===== Source material =====

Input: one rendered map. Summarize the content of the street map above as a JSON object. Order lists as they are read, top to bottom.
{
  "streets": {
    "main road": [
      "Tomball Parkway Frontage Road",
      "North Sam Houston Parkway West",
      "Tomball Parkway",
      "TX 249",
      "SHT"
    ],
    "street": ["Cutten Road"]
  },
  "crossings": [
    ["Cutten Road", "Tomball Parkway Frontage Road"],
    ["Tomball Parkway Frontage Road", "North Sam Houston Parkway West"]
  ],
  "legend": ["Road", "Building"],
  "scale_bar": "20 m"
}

=====

▶ [Exercise] The records above need copying again. Keep each word as it is.

▶ [Response to the task]
Input: one rendered map. Summarize the content of the street map above as a JSON object. Order lists as they are read, top to bottom.
{
  "streets": {
    "main road": [
      "Tomball Parkway Frontage Road",
      "North Sam Houston Parkway West",
      "Tomball Parkway",
      "TX 249",
      "SHT"
    ],
    "street": ["Cutten Road"]
  },
  "crossings": [
    ["Cutten Road", "Tomball Parkway Frontage Road"],
    ["Tomball Parkway Frontage Road", "North Sam Houston Parkway West"]
  ],
  "legend": ["Road", "Building"],
  "scale_bar": "20 m"
}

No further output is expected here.